Inmate died at hands of deputies, coroner rules
The San Francisco Chronicle, September 24, 2010
The San Francisco medical examiner has concluded that a San Francisco jail inmate died at the hands of sheriff’s deputies who twice forcibly restrained him in the minutes before his death last year.
Issiah Downes, 31, was in handcuffs when he went limp and died on Sept. 7, 2009, while being subdued by sheriff’s deputies inside a padded safety cell.
He died of positional asphyxia after the second of two struggles with deputies, the medical examiner’s office found.
The first occurred after Downes became agitated when he was going to be moved to an isolation cell after he grumbled about the television being shut off.
The second happened inside a padded “safety cell” where he had been moved. Deputies reported that other inmates felt threatened by Downes, who was 6 foot 1 and weighed 307 pounds.
Chief Medical Examiner Dr. Amy Hart said Thursday in a statement that Downes’ cause of death “was determined to be probable respiratory arrest during prone restraint, with morbid obesity.”
Hart’s office ruled that the manner of death was homicide but said that the ruling “does not relate to, or make any inference, as to any criminal activity or wrongdoing. It is an indication that, absent the actions of others, Mr. Downes would not have died at the time.”
The incident is under investigation by the San Francisco District Attorney’s office and San Francisco police. No one has been arrested or charged.
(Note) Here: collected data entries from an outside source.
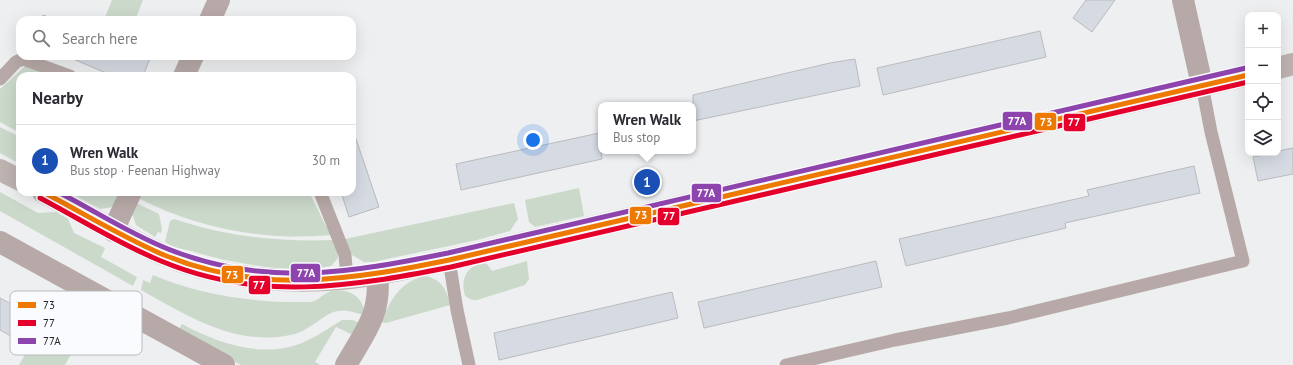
<!DOCTYPE html>
<html lang="en">
<head>
<meta charset="utf-8">
<style>
  :root { --surface:#fff; --page:#f2f2f3; --text:#2b2b33; --muted:#7c7c81; --line:#e1e1e2; --accent:#0f766e }
  body { margin:0; font-family:"PT Sans",sans-serif; background:var(--page); color:var(--text) }
  .controls { position:absolute; right:12px; top:12px; display:grid; overflow:hidden; border-radius:8px; box-shadow:0 4px 16px #0002 }
  .controls button { width:36px; height:36px; display:grid; place-items:center; padding:0; border:0; border-bottom:1px solid var(--line); background:var(--surface); color:var(--text); font:20px sans-serif }
  .you { position:absolute; left:533px; top:140px; width:14px; height:14px; margin:-10px; border:3px solid #fff; border-radius:50%; background:#1a73e8; box-shadow:0 0 0 6px #1a73e833 }
  .badge { display:grid; place-items:center; width:26px; height:26px; border-radius:50%; background:var(--accent); color:#fff; font-size:13px; font-weight:700 }
  .pin { position:absolute; translate:-50% -50%; border:2px solid #fff; box-shadow:0 1px 4px #0006 }
  .popup { position:absolute; left:598px; top:102px; width:98px; height:52px; box-sizing:border-box; display:grid; place-content:center; border-radius:8px; background:var(--surface); filter:drop-shadow(0 1px 3px #0005); font-size:13px; white-space:nowrap; color:var(--muted) }
  .popup b { font-size:15px; color:var(--text) }
  .popup::after { content:''; position:absolute; left:50%; top:100%; margin-left:-8px; border:8px solid transparent; border-top-color:var(--surface) }
  .list { margin:0; padding:0; list-style:none }
  h2 { display:flex; justify-content:space-between; align-items:center; height:52px; margin:0; padding:0 16px; font-size:17px }
  h2 small { font-size:13px; font-weight:400; color:var(--muted) }
  .list li { display:grid; grid-template-columns:26px 1fr auto; gap:12px; align-items:center; box-sizing:border-box; height:72px; padding:0 16px; border-top:1px solid var(--line) }
  .list b { display:block; font-size:15px; white-space:nowrap }
  .list p { margin:0; font-size:13px; white-space:nowrap; color:var(--muted) }
  .list em { font-size:13px; font-style:normal; color:var(--muted) }
  .icon { flex:none; width:22px; height:22px; fill:none; stroke:currentColor; stroke-width:2; stroke-linecap:round; stroke-linejoin:round }
  .map { position:relative; flex:none; width:1293px; height:365px; overflow:hidden }
  .search { position:absolute; background:var(--surface); box-shadow:0 4px 16px #0002; left:16px; top:16px; width:340px; height:44px; display:flex; align-items:center; gap:10px; box-sizing:border-box; padding:0 14px; border-radius:12px; color:var(--muted); font-size:15px }
  .panel { position:absolute; background:var(--surface); box-shadow:0 4px 16px #0002; left:16px; top:72px; width:340px; height:124px; border-radius:12px }
  .map>svg:first-child { display:block }
  .green { fill:#cbd9cb }
  .building { fill:#d6dae3; stroke:#babbbc }
  .lines { fill:none; stroke-linecap:round; stroke-linejoin:round }
  .lane { stroke:#b7a9a7; stroke-width:13 }
  .street { stroke:#b7a9a7; stroke-width:22 }
  .secondary { stroke:#beb3b0; stroke-width:22 }
  .bus-1-casing { stroke:#fafbfe; stroke-width:8 }
  .bus-2-casing { stroke:#fafbfe; stroke-width:8 }
  .bus-3-casing { stroke:#fafbfe; stroke-width:8 }
  .bus-1 { stroke:#ee7900; stroke-width:5 }
  .bus-2 { stroke:#e4002b; stroke-width:5 }
  .bus-3 { stroke:#8e44ad; stroke-width:5 }
  .key { fill:#fafbfe; stroke:#bababd; stroke-width:1 }
  .key-label { font-size:11px; fill:#242425 }
  .line-badge { stroke:#fafbfe; stroke-width:1.5 }
  .badge-label { font-size:11px; text-anchor:middle; font-weight:bold; fill:#fff }
</style>
</head>
<body>
<div class="map">
<svg width="1293" height="365" viewBox="0 0 1293 365">
  <rect width="100%" height="100%" fill="#eeeff0"/>
  <g class="green">
    <polygon points="112,0 143,0 135,20 104,20"/>
    <polygon points="25,66 44,72 42,76 20,76 20,133 0,122 0,89"/>
    <polygon points="0,127 20,137 20,164 0,153"/>
    <polygon points="579,188 584,216 535,227 529,222 525,200"/>
    <polygon points="0,192 38,213 56,212 68,219 74,233 105,248 101,257 137,277 133,286 0,211"/>
    <polygon points="69,192 113,192 120,197 113,207 100,209"/>
    <path d="M140 192H309L326 226 333 235C266 241 198 229 138 198Z"/>
    <polygon points="136,203 159,214 162,229 161,233 158,232 155,237 136,225 132,213"/>
    <polygon points="514,203 518,219 510,231 477,240 373,262 364,262 352,255 345,239"/>
    <path d="M174 219C228 237 278 242 336 240L338 258 331 266C290 274 230 263 191 251 182 249 172 247 165 242L170 221Z"/>
    <path d="M527 261 529 279 525 285 477 300H472L465 296C460 279 467 264 486 263L492 271Z"/>
    <path d="M153 275C202 296 257 303 309 302 322 302 323 287 345 291 356 293 366 304 364 315 356 313 346 309 338 311 326 312 310 330 295 334 238 348 189 317 141 290L143 280 150 283Z"/>
    <path d="M426 276C442 280 447 290 450 305L386 323 380 322C392 300 399 281 426 276Z"/>
    <polygon points="60,293 95,313 65,365 19,365"/>
    <path d="M342 320H353L361 324 355 336 336 327 315 362 320 365H241L178 331 182 324C218 343 261 359 302 343 316 337 329 328 342 320Z"/>
  </g>
  <g class="building">
    <polygon points="1086,0 1115,0 1092,32 1073,18"/>
    <polygon points="43,15 55,20 41,20"/>
    <polygon points="1040,31 1046,57 883,95 877,68"/>
    <polygon points="66,56 151,56 143,76 113,76"/>
    <polygon points="855,59 860,86 693,121 693,95 830,63"/>
    <polygon points="599,133 602,159 461,190 456,164"/>
    <polygon points="352,136 355,136 379,207 349,217 341,192 352,192"/>
    <polygon points="1293,148 1293,174 1258,181 1253,157 1278,153 1278,151"/>
    <polygon points="1194,166 1200,193 1065,223 1066,228 906,266 899,239 1089,196 1087,190"/>
    <polygon points="876,261 882,287 704,328 698,302"/>
    <polygon points="672,292 678,318 499,360 494,333"/>
    <polygon points="0,298 32,315 18,340 0,330"/>
  </g>
  <g class="lines">
    <g class="lane">
      <polyline points="0,79 16,62 23,59 70,76"/>
      <polyline points="320,192 345,255 347,278"/>
      <polyline points="449,260 457,310 469,365"/>
      <polyline points="786,365 895,340 1008,318 1243,261 1211,132 1202,85"/>
    </g>
    <g class="street">
      <polyline points="1183,0 1202,85"/>
      <polyline points="210,20 219,0"/>
      <polyline points="184,76 193,56"/>
      <polyline points="113,231 131,192"/>
      <polyline points="0,242 224,365"/>
      <path d="M346 365C364 333 382 314 377 274"/>
    </g>
    <g class="secondary">
      <polyline points="1278,68 1293,64"/>
      <polyline points="0,170 20,180"/>
      <path d="M43 192C84 213 122 237 164 255 218 278 283 284 341 279 377 276 413 267 449 260L1248 75"/>
    </g>
    <g class="bus-1-casing">
      <path id="bus-1" d="M43 192C83 213 122 237 164 255 261 295 350 280 449 260L1248 75"/>
    </g>
    <g class="bus-2-casing">
      <path id="bus-2" d="M40 198C80 219 119 244 161 261 259 302 350 287 451 267L1248 82"/>
    </g>
    <g class="bus-3-casing">
      <path id="bus-3" d="M58 192C95 211 130 234 168 249 266 288 349 273 448 253L1246 68"/>
    </g>
    <use href="#bus-1" class="bus-1"/>
    <use href="#bus-2" class="bus-2"/>
    <use href="#bus-3" class="bus-3"/>
  </g>
  <rect x="10" y="291" width="132" height="64" rx="6" class="key"/>
  <rect x="18" y="302" width="18" height="6" fill="#ee7900"/>
  <rect x="18" y="320" width="18" height="6" fill="#e4002b"/>
  <rect x="18" y="338" width="18" height="6" fill="#8e44ad"/>
  <g class="key-label">
    <text x="43" y="309">73</text>
    <text x="43" y="327">77</text>
    <text x="43" y="345">77A</text>
  </g>
  <g class="line-badge">
    <rect x="1002" y="111" width="31" height="20" rx="4" fill="#8e44ad"/>
    <rect x="1034" y="112" width="23" height="19" rx="4" fill="#ee7900"/>
    <rect x="1063" y="113" width="23" height="19" rx="4" fill="#e4002b"/>
    <rect x="691" y="183" width="31" height="20" rx="4" fill="#8e44ad"/>
    <rect x="629" y="206" width="23" height="19" rx="4" fill="#ee7900"/>
    <rect x="657" y="207" width="23" height="19" rx="4" fill="#e4002b"/>
    <rect x="290" y="263" width="31" height="20" rx="4" fill="#8e44ad"/>
    <rect x="221" y="265" width="23" height="19" rx="4" fill="#ee7900"/>
    <rect x="248" y="275" width="23" height="20" rx="4" fill="#e4002b"/>
  </g>
  <g class="badge-label">
    <text x="1017" y="125">77A</text>
    <text x="1046" y="126">73</text>
    <text x="1074" y="126">77</text>
    <text x="706" y="197">77A</text>
    <text x="641" y="219">73</text>
    <text x="669" y="220">77</text>
    <text x="306" y="277">77A</text>
    <text x="232" y="279">73</text>
    <text x="259" y="289">77</text>
  </g>
</svg>
<div class="controls">
<button>+</button>
<button>−</button>
<button><svg class="icon" aria-label="locate" viewBox="0 0 24 24"><circle cx="12" cy="12" r="6"/><path d="M12 2v4M12 18v4M2 12h4M18 12h4"/></svg></button>
<button><svg class="icon" aria-label="layers" viewBox="0 0 24 24"><path d="M12 4l9 5-9 5-9-5zM3 14l9 5 9-5"/></svg></button>
</div>
<div class="you"></div>
<div class="pin badge" style="left:647px;top:182px;background:#1a4fb4">1</div>
<div class="popup"><b>Wren Walk</b>Bus stop</div>
<div class="search"><svg class="icon" aria-label="search" viewBox="0 0 24 24"><circle cx="10" cy="10" r="6"/><path d="M15 15l6 6"/></svg>Search here</div>
<section class="panel">
<h2>Nearby<small></small></h2>
<ul class="list">
<li><span class="badge" style="background:#1a4fb4">1</span><div><b>Wren Walk</b><p>Bus stop · Feenan Highway</p></div><em>30 m</em></li>
</ul>
</section>
</div>
</body>
</html>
It is unclear how many deputies were involved – although the coroner’s report names seven – or whether any charges will be filed against them.
Geri Green, the lawyer for Downes’ family, welcomed the medical examiner’s finding.
“It was ugly,” Green said of the incident. “The medical examiner did a great job. The candor of the office is welcome.”
Eileen Hirst, spokeswoman for Sheriff Mike Hennessey, said the office is “very sorry this death has occurred. We believe all department procedures were followed properly.”
Downes suffered injuries to his neck and back that suggested deputies forced his head down at one point and that deputies had pressed on his back and neck during a struggle with such force that it caused hemorrhaging, the autopsy findings indicate.
None of the deputies interviewed, however, admitted that they ever put pressure on Downes’ back or neck, according to the notes in the case filed by assistant medical examiner, Dr. Judy Melinek.
Witnesses – several inmates and one jail nurse- reported, however, that they saw deputies either “hovering” over Downes or using their knees and their bodies to restrain him during a previous struggle.
Several inmates also told investigators that Downes complained that he was unable to breathe when his head was being held down by a deputy during the fist struggle. They reported that the deputies also kneed him to hold him down during the first struggle.
Among the questions in the case was why a nurse who had heard moaning and murmuring for “quite some time” inside a padded cell and also saw deputies “hovering” over Downes, was not summoned to check on Downes until after he stopped breathing.
Another issue was the lack of a digital record of Downes’ heart rhythm – apparently the machine used by the fire department to revive him was malfunctioning and did not record any data about his heart.
A key witness in the case is a jail nurse, Paula Avery, who said in an interview with Melinek months after the incident that she was concerned because of how long Downes was left moaning inside the safety cell.
It was “quite some time,” she said.
She was not called into the cell until after he stopped breathing, however, and did not intervene earlier. Downes had been in jail at the Hall of Justice since being arrested in March 2009 on allegations of assault and resisting arrest.
He had also been in the jail’s psychiatric ward before his death, authorities said. His mental problems had begun at age 17, and he reportedly had to tried to put his eye out in the past.
Police originally said Downes was causing a disturbance in the jail psychiatric ward and posed a risk to other inmates on the night of his death. Four deputies forcibly moved him to the padded cell – a specially designed space used for inmates deemed to be a danger to themselves or others. At that point, they said, Downes attacked the deputies.
When they removed the restraints, he was comatose. Downes was still handcuffed at the time of his death.
Dennis Damato, who was being held at the time, said he witnessed the first struggle.
“I heard him say, ‘I can’t breathe,’ ” Damato recalled, noting that one deputy “had him in a head lock.” The deputy wrestled the inmate to the ground then other deputies converged on top and held Downes’ legs and arms, according to the inmate’s account. He was then taken to the safety cell, where he died.